Before his contact with the hospital, Dr. Sayer (Robin Williams) conducted ............ research. Later, with the group of encephalitis patients, his research was ............................... because:
Was the informed consent referring to Leonard’s (Robert de Niro’s) treatment before he was “awake” correct?
Public health research seeks indicators of population groups and not of specific individuals. Has a scene in this movie reminded you of this type of research?
The results of the evaluations have been very positive in that all the students have always exceeded the usual standards, and higher grades have been predominant. Over these ten years of experience, the percentage of students with a grade above 7 (on a scale of 10) has varied between 64 and 98%.
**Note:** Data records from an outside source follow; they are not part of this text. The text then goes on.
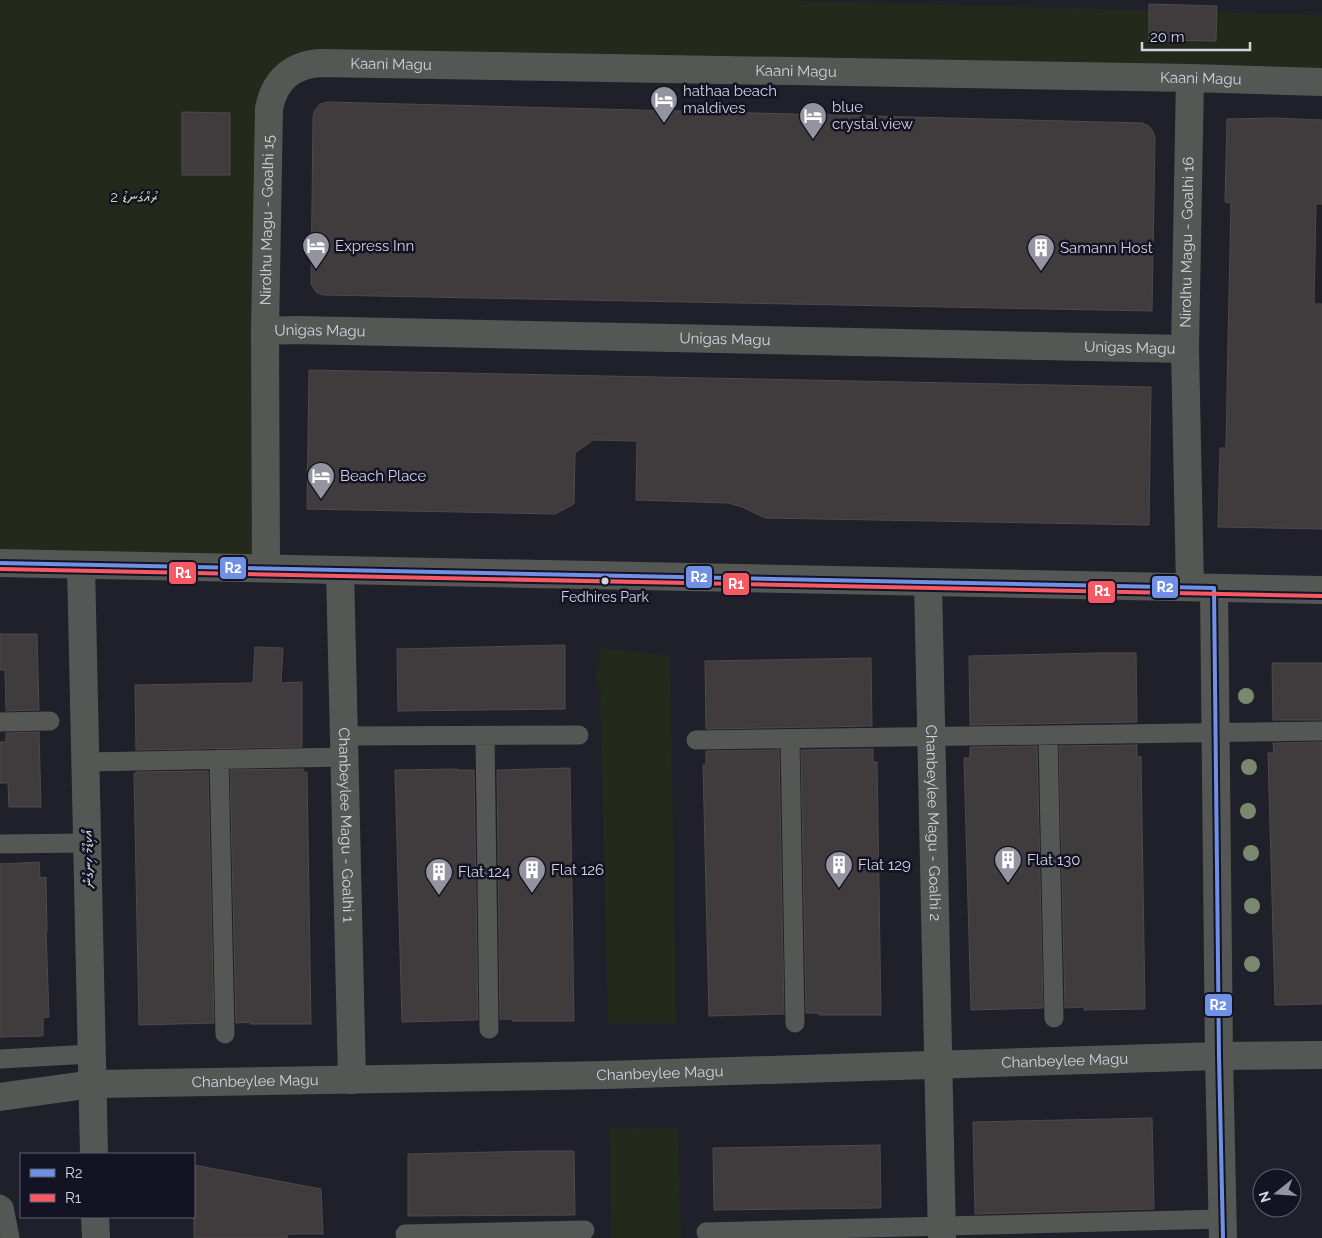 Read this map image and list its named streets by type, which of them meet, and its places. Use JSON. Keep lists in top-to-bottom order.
{
  "streets": {
    "street": [
      "Kaani Magu",
      "Nirolhu Magu - Goalhi 15",
      "Nirolhu Magu - Goalhi 16",
      "Unigas Magu",
      "Chanbeylee Magu - Goalhi 2",
      "Chanbeylee Magu - Goalhi 1",
      "އޯކިޑްމާ ހިނގުން",
      "Chanbeylee Magu"
    ]
  },
  "crossings": [
    ["Kaani Magu", "Nirolhu Magu - Goalhi 15"],
    ["Kaani Magu", "Nirolhu Magu - Goalhi 16"],
    ["Nirolhu Magu - Goalhi 15", "Unigas Magu"],
    ["Nirolhu Magu - Goalhi 16", "Unigas Magu"],
    ["Nirolhu Magu - Goalhi 16", "Chanbeylee Magu"],
    ["Chanbeylee Magu - Goalhi 2", "Chanbeylee Magu"],
    ["Chanbeylee Magu - Goalhi 1", "Chanbeylee Magu"],
    ["އޯކިޑްމާ ހިނގުން", "Chanbeylee Magu"]
  ],
  "parks": ["ރުއްގަނޑު 2"],
  "places": {
    "hotel": [
      "hathaa beach maldives",
      "blue crystal view",
      "Express Inn",
      "Beach Place"
    ],
    "building": [
      "Samann Host",
      "Flat 130",
      "Flat 129",
      "Flat 126",
      "Flat 124"
    ],
    "other": ["Fedhires Park"]
  },
  "lines": ["transit line R2", "transit line R1"],
  "legend": ["R2", "R1"],
  "scale_bar": "20 m",
  "north": "left"
}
Because of these good academic results, which have acted as a stimulus for newly-arrived students, and the type of activity that it is, this course has been highly rated by the authorities at our university and has been considered a model activity for new students so they can better adapt to the university and to the educational project of the centre.
With respect to the activity itself of using the movie, this activity has also been highly rated since it has been considered very satisfactory by students and it has been accompanied by the above-mentioned academic success. We feel that the movie is a homage to biomedical research and to the professionals involved, which helps our students to understand its importance in promoting people’s health. We would like to point out that this movie has often been cited in the Journal of Medicine and Movies for its educational potential5,6-9, and it has also been very highly regarded for the teaching of pharmacology to medical students10,11.
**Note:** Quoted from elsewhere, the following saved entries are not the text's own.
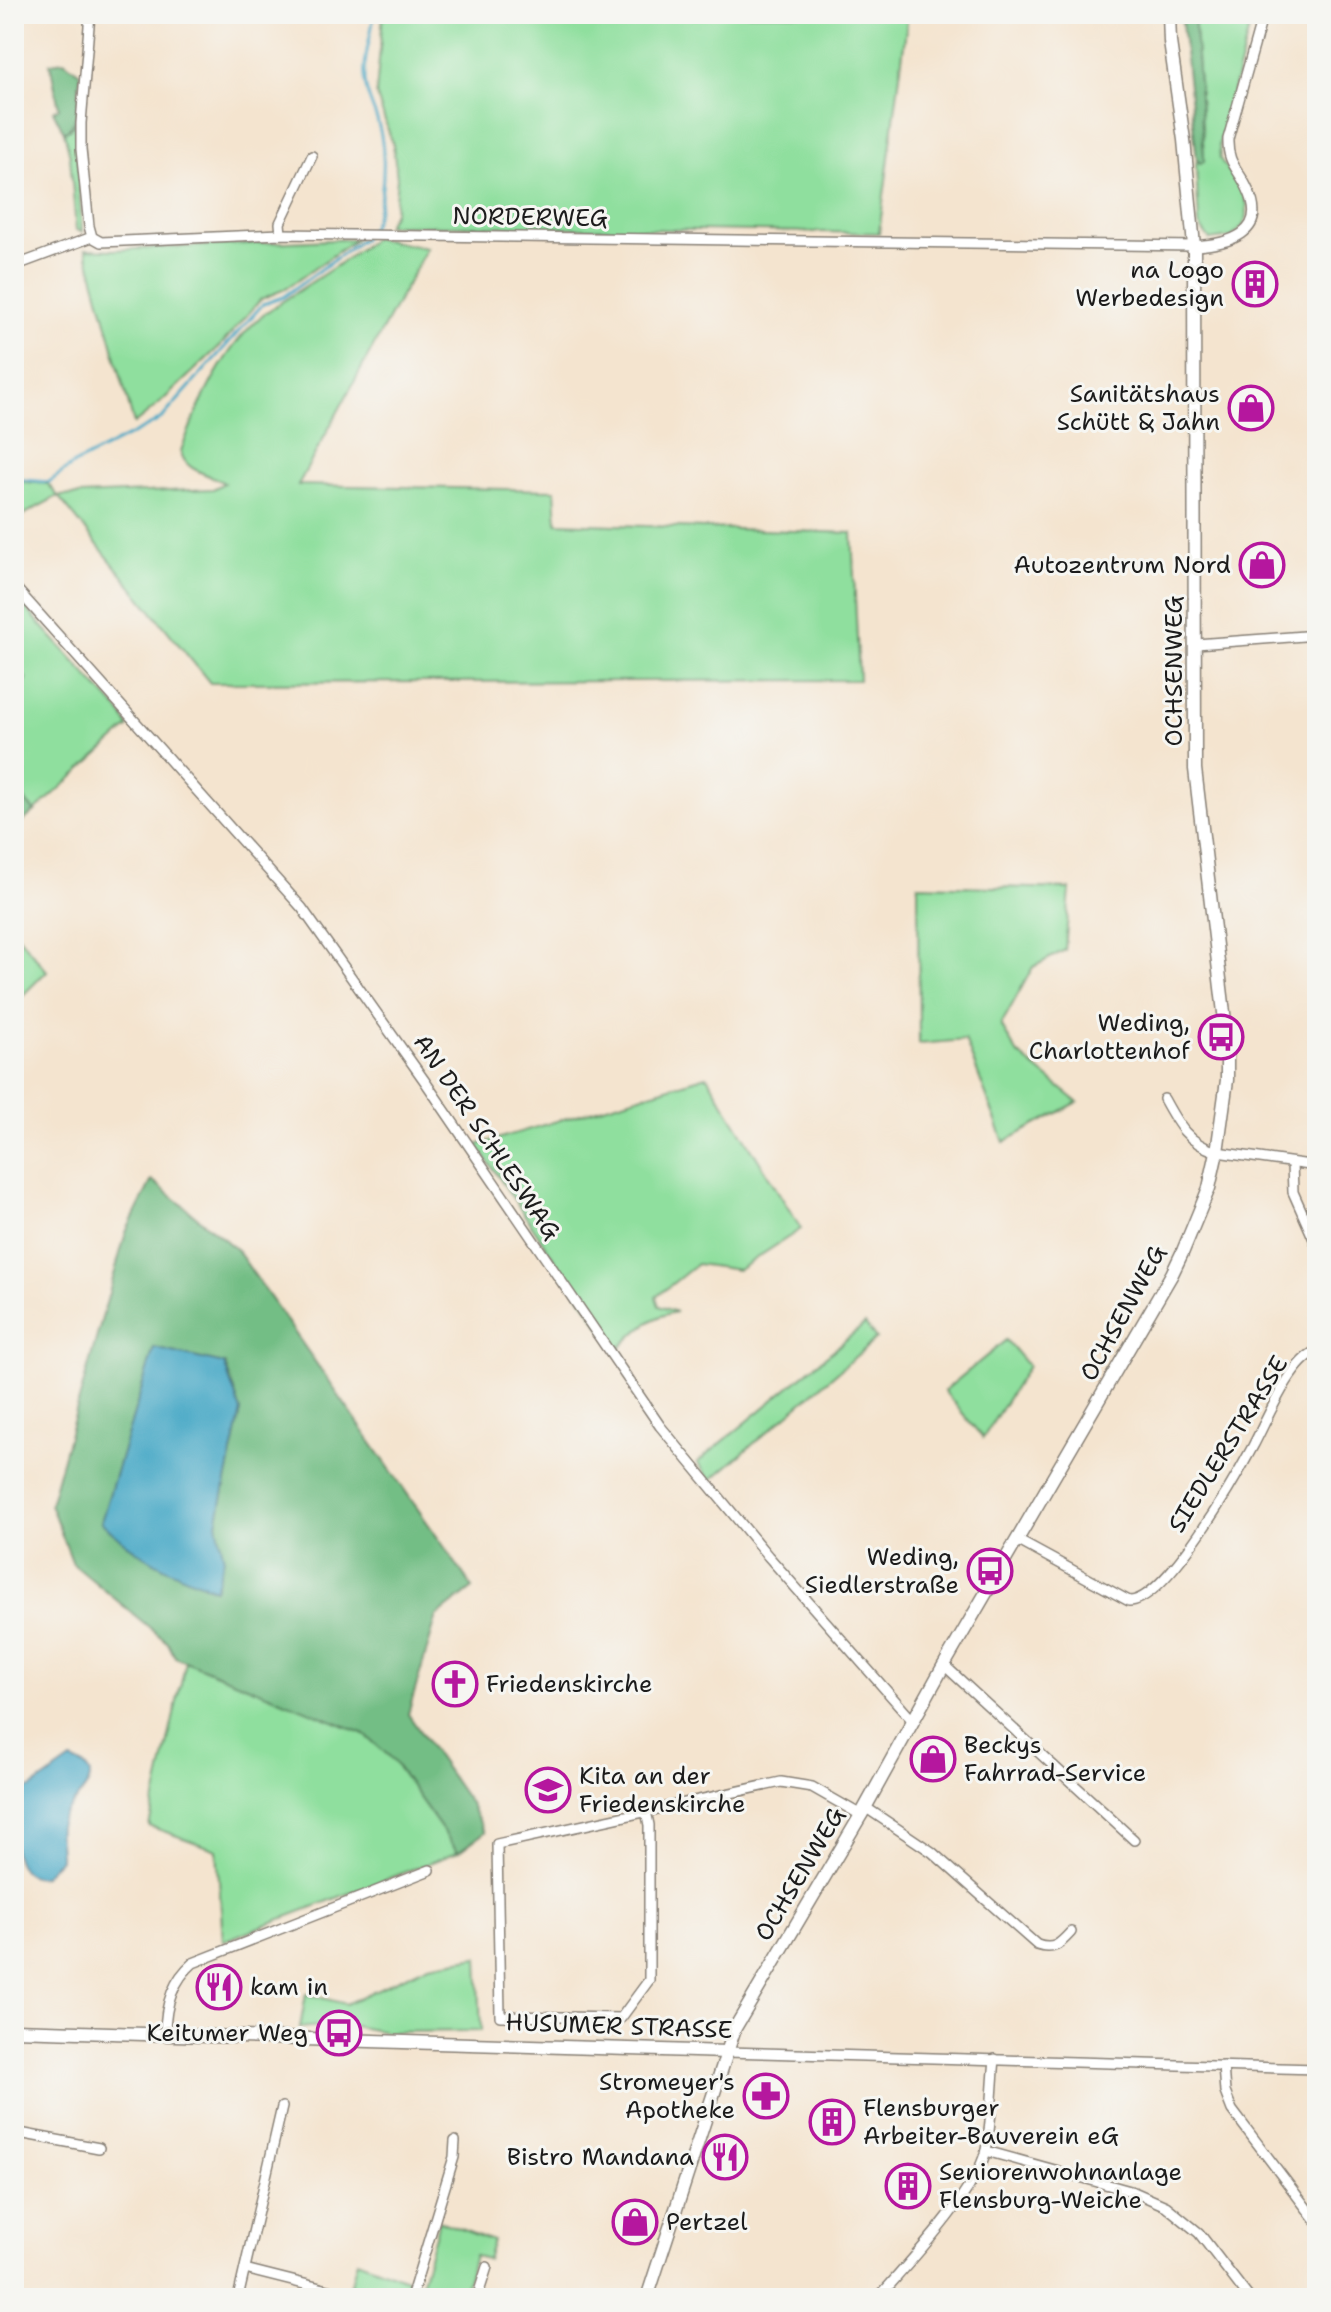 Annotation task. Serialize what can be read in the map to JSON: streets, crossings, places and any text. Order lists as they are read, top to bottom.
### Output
{
  "streets": {
    "main road": ["OCHSENWEG", "HUSUMER STRASSE"],
    "street": ["NORDERWEG", "AN DER SCHLESWAG", "SIEDLERSTRASSE"]
  },
  "crossings": [
    ["NORDERWEG", "OCHSENWEG"],
    ["OCHSENWEG", "AN DER SCHLESWAG"],
    ["OCHSENWEG", "SIEDLERSTRASSE"],
    ["OCHSENWEG", "HUSUMER STRASSE"]
  ],
  "places": {
    "building": ["na Logo Werbedesign", "Flensburger Arbeiter-Bauverein eG", "Seniorenwohnanlage Flensburg-Weiche"],
    "shop": [
      "Sanitätshaus Schütt & Jahn",
      "Autozentrum Nord",
      "Beckys Fahrrad-Service",
      "Pertzel"
    ],
    "bus stop": ["Weding, Charlottenhof", "Weding, Siedlerstraße", "Keitumer Weg"],
    "church": ["Friedenskirche"],
    "school or university": ["Kita an der Friedenskirche"],
    "restaurant": ["kam in", "Bistro Mandana"],
    "pharmacy": ["Stromeyer's Apotheke"]
  }
}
Recently, in a study unrelated to this article, we have reported that the academic results achieved in this beginning course, where the movie acts as a basis for evaluation, have a positive and significant relationship with the final academic results of the students. This reinforces the positive perception that we had of this course activity in general, and of the use of this movie in particular.
Finally, we believe that the specific experience discussed here, which we have carried out for ten years, confirms the potential of using commercial movies in university education, and particularly in the health sciences.